The Mystic Stealer, a malicious software designed to steal credentials and cryptocurrency, has gained popularity among cybercriminals since it emerged in underground marketplaces in April, according to reports by Cyfirma, Inquest, and Zscaler. Despite being relatively new, Mystic Stealer has quickly made its mark due to its advanced capabilities, pricing, and continuous updates based on user feedback.
With a subscription fee of $150 per month or $390 for a three-month subscription, Mystic Stealer shares similar features with other types of malware, enabling it to pilfer data from victims while employing evasive techniques that make it difficult to detect and analyze. Zscaler researchers stated that the developer of Mystic Stealer aims to create a stealer that aligns with current malware trends, focusing on anti-analysis and defense evasion.
Mystic Stealer is capable of stealing a wide range of information, including system details, web browser credentials, browser extensions, and popular cryptocurrencies like Bitcoin and DashCore. It can also obtain Telegram and Steam credentials. Researchers have found that the regions with the highest number of Mystic Stealer incidents are the US, Germany, Finland, France, and Russia.
What sets Mystic Stealer apart from other malware is its commitment to evasion and continuous improvement. The code of Mystic Stealer is heavily obfuscated using techniques such as polymorphic string obfuscation and hash-based import resolution. It also employs a custom binary protocol encrypted with RC4. These evasive techniques make it challenging for security solutions to detect and analyze the malware.
Moreover, the creators of Mystic Stealer took a unique approach to its development. After its initial release, they made the stealer available for testing to underground forum veterans, incorporating their feedback into new versions of the malware. Cyfirma researchers noted that this approach demonstrates an understanding of the significance of validation from established members of the underground community and signifies an ongoing effort to enhance the product.
From a technical perspective, Mystic Stealer is implemented in C for the client and Python for the control panel. It targets all Windows versions from XP to Windows 11, supporting both x86 and x64 architectures. The malware operates in memory and utilizes system calls to compromise targets, leaving no traces on the hard disk during the data exfiltration process. It compresses, encrypts, and transmits the stolen data. Unlike other stealers, Mystic Stealer does not rely on third-party libraries for decrypting target credentials.

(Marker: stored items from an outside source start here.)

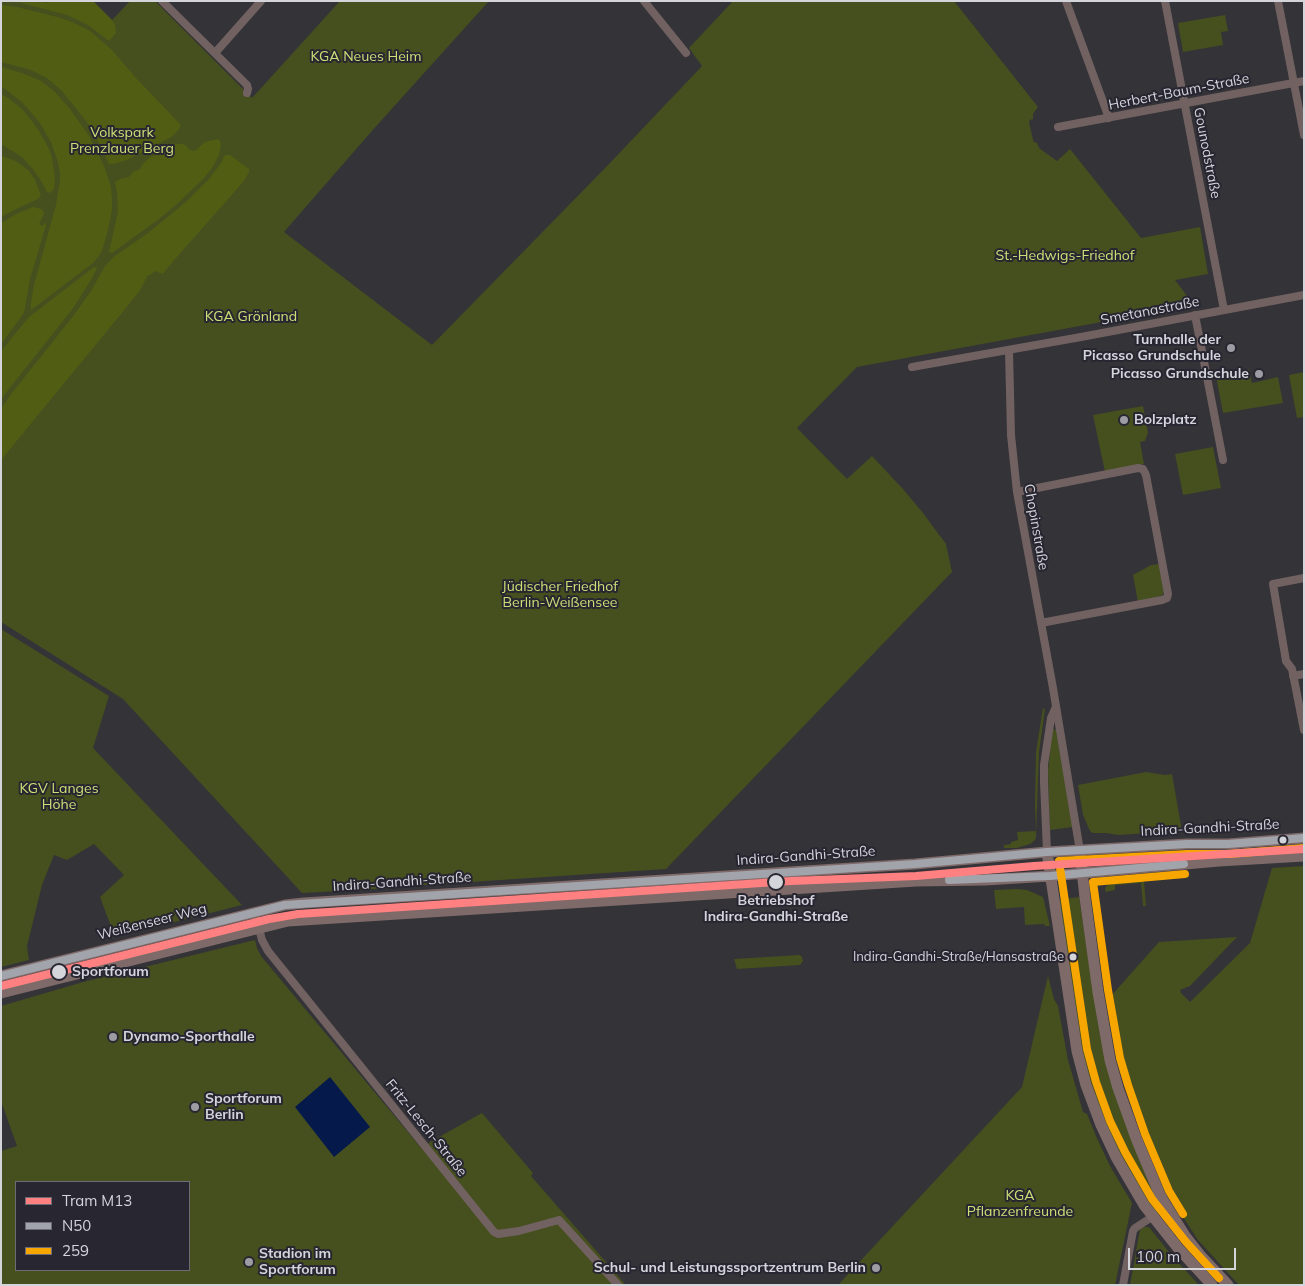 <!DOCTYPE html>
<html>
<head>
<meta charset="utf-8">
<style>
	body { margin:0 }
	#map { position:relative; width:1305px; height:1286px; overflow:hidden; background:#333338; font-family:Mulish,sans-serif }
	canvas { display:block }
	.frame { position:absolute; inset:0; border:2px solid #d4d4db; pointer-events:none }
	.legend { position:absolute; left:15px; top:1181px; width:175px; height:90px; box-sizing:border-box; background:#282631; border:1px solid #6d6c75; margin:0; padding:6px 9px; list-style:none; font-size:15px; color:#d4d4db }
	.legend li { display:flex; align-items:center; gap:10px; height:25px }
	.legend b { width:25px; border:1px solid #6d6c75 }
	.scale { position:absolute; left:1128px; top:1248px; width:108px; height:22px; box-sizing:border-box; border:2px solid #d4d4db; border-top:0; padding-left:6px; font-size:15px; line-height:18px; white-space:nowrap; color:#d4d4db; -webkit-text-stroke:4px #282631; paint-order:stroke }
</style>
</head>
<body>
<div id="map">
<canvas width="1305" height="1286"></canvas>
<div class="frame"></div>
<ul class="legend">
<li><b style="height:6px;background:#ff8080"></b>Tram M13</li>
<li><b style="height:6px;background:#a2a4ac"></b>N50</li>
<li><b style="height:6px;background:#f7a600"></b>259</li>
</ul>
<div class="scale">100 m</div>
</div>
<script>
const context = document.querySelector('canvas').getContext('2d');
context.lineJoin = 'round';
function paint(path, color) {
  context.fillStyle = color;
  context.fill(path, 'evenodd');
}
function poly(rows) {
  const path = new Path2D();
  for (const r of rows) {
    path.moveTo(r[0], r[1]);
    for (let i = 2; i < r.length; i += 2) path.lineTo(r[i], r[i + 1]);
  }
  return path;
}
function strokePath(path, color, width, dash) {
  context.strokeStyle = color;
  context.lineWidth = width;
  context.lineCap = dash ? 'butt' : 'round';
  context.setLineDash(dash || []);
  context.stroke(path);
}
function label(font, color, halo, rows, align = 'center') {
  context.font = font + ' Mulish,sans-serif';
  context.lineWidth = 4;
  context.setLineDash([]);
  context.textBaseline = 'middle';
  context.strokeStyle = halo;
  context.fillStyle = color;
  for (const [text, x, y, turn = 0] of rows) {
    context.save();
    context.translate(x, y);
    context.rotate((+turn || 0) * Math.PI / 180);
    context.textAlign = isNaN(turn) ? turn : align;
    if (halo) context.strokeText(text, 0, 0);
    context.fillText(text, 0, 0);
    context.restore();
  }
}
paint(poly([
	[1,1,93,1,112,20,130,1,155,1,252,98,340,1,489,1,371,132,284,232,432,345,609,164,702,66,689,48,733,1,954,1,1038,107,1033,114,1033,119,1030,120,1029,122,1033,140,1034,142,1037,143,1039,148,1057,161,1070,149,1141,238,1200,227,1208,274,1175,280,1194,305,857,367,797,428,847,479,872,456,903,489,923,513,946,544,952,572,666,869,410,886,410,885,403,885,394,886,394,888,302,893,123,699,1,622],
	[1225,15,1228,31,1221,32,1223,45,1183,52,1178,23],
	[1249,369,1252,383,1278,377,1283,403,1223,413,1216,376],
	[1304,372,1304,417,1297,418,1289,375],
	[1143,406,1148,433,1145,441,1140,442,1144,464,1105,472,1093,415],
	[1213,447,1221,488,1183,495,1175,454],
	[1159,564,1164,591,1163,594,1161,596,1138,602,1133,575,1151,565],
	[1,629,109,696,93,748,242,905,115,937,100,897,124,875,94,844,67,860,54,855,42,885,27,946,29,960,1,967],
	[1043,708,1045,709,1039,752,1036,837,1035,840,1030,844,1017,848,1004,848,1004,845,1011,844,1011,842,1018,840,1017,832,1036,831,1035,804,1036,752],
	[1053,729,1056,730,1073,827,1050,830,1048,772,1052,730],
	[1146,772,1165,775,1172,774,1182,831,1118,835,1106,833,1093,833,1091,832,1089,829,1083,815,1078,785],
	[1304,866,1304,1285,1239,1285,1198,1240,1176,1206,1153,1160,1124,1074,1113,1031,1110,1006,1111,996,1159,942,1237,937,1190,986,1180,990,1181,993,1190,1002,1250,943,1272,868],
	[1142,879,1144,881,1146,906,1143,906,1141,883,1115,885,1115,890,1106,892,1105,889,1106,886,1122,880],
	[1017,889,1027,890,1043,897,1050,926,1045,926,1044,924,1025,925,1024,907,996,909,994,890],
	[1079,897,1100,1035,1163,1208,1155,1213,1117,1152,1089,1081,1081,1047,1058,900],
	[255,940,257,948,261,956,422,1149,430,1142,482,1113,533,1173,531,1176,626,1285,1,1285,1,1151,17,1146,1,1101,1,1006,83,982],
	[16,1182,189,1182,189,1270,16,1270],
	[800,955,802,957,803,961,800,965,737,969,734,959],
	[1048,976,1054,999,1058,1006,1068,1060,1083,1112,1087,1114,1096,1136,1110,1166,1132,1203,1115,1285,838,1285,1022,1087],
	[1144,1227,1149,1227,1173,1257,1199,1285,1130,1285,1140,1229]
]), '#464f1e');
paint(poly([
	[14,1,39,1,46,3,49,1,93,1,112,20,115,25,116,33,109,41,88,25,67,15],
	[1,5,17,7,57,17,72,22,90,31,112,50,135,77,181,125,179,129,173,136,127,160,114,164,109,164,95,135,86,121,62,91,47,78,37,73,28,69,1,62],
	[1,67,22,73,41,81,55,92,70,109,89,136,104,166,111,187,112,198,112,210,108,230,102,251,98,257,93,263,31,310,31,303,34,285,56,205,60,181,60,173,58,162,51,142,40,123,23,103,1,86],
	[1,94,8,98,22,109,31,120,39,131,49,149,52,158,55,179,54,189,50,193,47,192,40,179,32,168,22,157,1,144],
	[218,139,220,141,221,145,219,155,212,168,203,179,177,204,159,219,112,253,109,252,118,212,117,192,115,182,120,179,129,177,134,171,139,170,143,164,150,157,161,153,175,144,184,144,190,150,195,151,205,142],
	[226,155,230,155,249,169,249,172,244,181,168,267,163,274,155,271,150,275,148,275,139,292,1,460,1,409,12,393,74,315,91,291,105,266,115,256,148,233,186,202,209,179,222,162,224,156],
	[1,156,16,161,29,171,35,180,41,195,38,199,16,209,1,217],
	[33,207,42,209,44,213,43,216,39,224,43,226,45,222,46,225,30,279,24,313,1,344,1,223,18,213],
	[94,267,97,268,92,278,74,307,1,399,1,351,29,317]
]), '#525d14');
paint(poly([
	[330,1077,370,1127,334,1157,295,1107]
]), '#051a4b');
strokePath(poly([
	[162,1,247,85,248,89,247,93],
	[644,1,686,53],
	[1066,1,1109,118],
	[1165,1,1224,310],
	[1278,1,1304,135],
	[215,53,261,1],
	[1058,127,1304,81],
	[1195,315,1223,460],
	[1009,350,1011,435,1017,492,1053,688,1080,851],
	[912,367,1081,337,1304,295],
	[1017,492,1138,468,1143,469,1146,475,1151,502,1168,594,1167,598,1162,600,1041,623],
	[1304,578,1273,584,1286,661,1292,669,1304,730],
	[1293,676,1304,674],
	[1047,852,1044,782,1044,765,1051,718,1056,707],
	[255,913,262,940,268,951,494,1232,498,1234,519,1231,559,1220,618,1285],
	[1123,1285,1133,1231,1135,1228,1152,1217]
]), '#716161', 8);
strokePath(poly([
	[1080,851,1085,898,1098,992,1110,1060,1118,1088,1136,1138,1160,1195,1167,1207,1185,1236,1200,1255,1228,1285],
	[1047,852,1077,1051,1086,1085,1101,1125,1116,1157,1144,1205,1178,1248,1212,1285],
	[1,976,285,905,304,903,915,864,1047,852,1187,844,1228,844,1304,838],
	[1,993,288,921,916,881,985,880,1050,876,1219,861,1304,856]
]), '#7f6a6a', 11);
strokePath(poly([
	[949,880,1050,876,1184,864],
	[1,976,285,905,915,864,1047,852,1187,844,1228,844,1304,838]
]), '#a2a4ac', 8);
strokePath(poly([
	[1183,1214,1169,1191,1145,1134,1128,1085,1120,1058,1108,990,1093,882,1185,874],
	[1219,1278,1186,1242,1152,1199,1125,1152,1110,1121,1096,1082,1087,1049,1059,861,1187,854,1229,854,1304,848]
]), '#f7a600', 8);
strokePath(poly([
	[1,986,269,919,298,914,791,881,916,876,1034,866,1304,849]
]), '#ff8080', 8);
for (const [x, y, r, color] of [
	[1231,348,5,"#9c9ca2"],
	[1259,374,5,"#9c9ca2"],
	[1124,420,5,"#9c9ca2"],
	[1283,840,4.5,"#d4d4db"],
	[776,882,8,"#d4d4db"],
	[1073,957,4.5,"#d4d4db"],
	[59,972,8,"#d4d4db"],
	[113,1037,5,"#9c9ca2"],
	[195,1107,5,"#9c9ca2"],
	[249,1262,5,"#9c9ca2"],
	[876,1268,5,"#9c9ca2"]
]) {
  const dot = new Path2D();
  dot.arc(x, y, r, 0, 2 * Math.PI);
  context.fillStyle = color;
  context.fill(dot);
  strokePath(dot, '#282631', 2);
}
label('13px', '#d4d4db', '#282631', [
	["Indira-Gandhi-Straße/Hansastraße",1064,957]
], 'right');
label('14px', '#cde076', '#282631', [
	["KGA Neues Heim",366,57],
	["Volkspark",122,133],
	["Prenzlauer Berg",122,149],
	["St.-Hedwigs-Friedhof",1065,256],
	["KGA Grönland",251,317],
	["Jüdischer Friedhof",560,587],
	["Berlin-Weißensee",560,603],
	["KGV Langes",59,789],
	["Höhe",59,805],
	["KGA",1020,1196],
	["Pflanzenfreunde",1020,1212]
]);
label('14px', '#d4d4db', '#282631', [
	["Herbert-Baum-Straße",1179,92,-11],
	["Gounodstraße",1207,153,79],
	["Smetanastraße",1150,311,-11],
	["Chopinstraße",1036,527,80],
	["Indira-Gandhi-Straße",1210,828,-3],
	["Indira-Gandhi-Straße",806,856,-4],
	["Indira-Gandhi-Straße",402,882,-4],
	["Weißenseer Weg",152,922,-14],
	["Fritz-Lesch-Straße",426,1128,51]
]);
label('bold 14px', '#d4d4db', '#282631', [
	["Turnhalle der",1221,340,"right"],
	["Picasso Grundschule",1221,356,"right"],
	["Picasso Grundschule",1249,374,"right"],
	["Bolzplatz",1134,420],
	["Dynamo-Sporthalle",123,1037],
	["Sportforum",205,1099],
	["Berlin",205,1115],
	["Stadion im",259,1254],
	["Sportforum",259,1270],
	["Schul- und Leistungssportzentrum Berlin",866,1268,"right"]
], 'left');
label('bold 14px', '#d4d4db', '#282631', [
	["Betriebshof",776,901],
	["Indira-Gandhi-Straße",776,917],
	["Sportforum",72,972,"left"]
]);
</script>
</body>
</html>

To defend against the evasive tactics of Mystic Stealer and similar infostealer malware, organizations are advised to implement robust security measures. This includes a layered defense strategy comprising threat prevention technologies, up-to-date antivirus software, firewalls, and intrusion detection systems. Regular security patching is essential to reduce the risk of infiltration. Continuous monitoring of threat intelligence sources and the sharing of information within security communities can facilitate early detection, response, and mitigation efforts.
Educating employees on security best practices and maintaining a culture of security awareness are crucial to preventing compromise. Organizations should also have a well-defined incident response plan that includes communication protocols, forensics investigation processes, and backup and recovery strategies.
As Mystic Stealer continues to evolve and pose risks in the threat landscape, organizations must stay vigilant and proactive in their approach to cybersecurity to mitigate potential damages caused by such threats.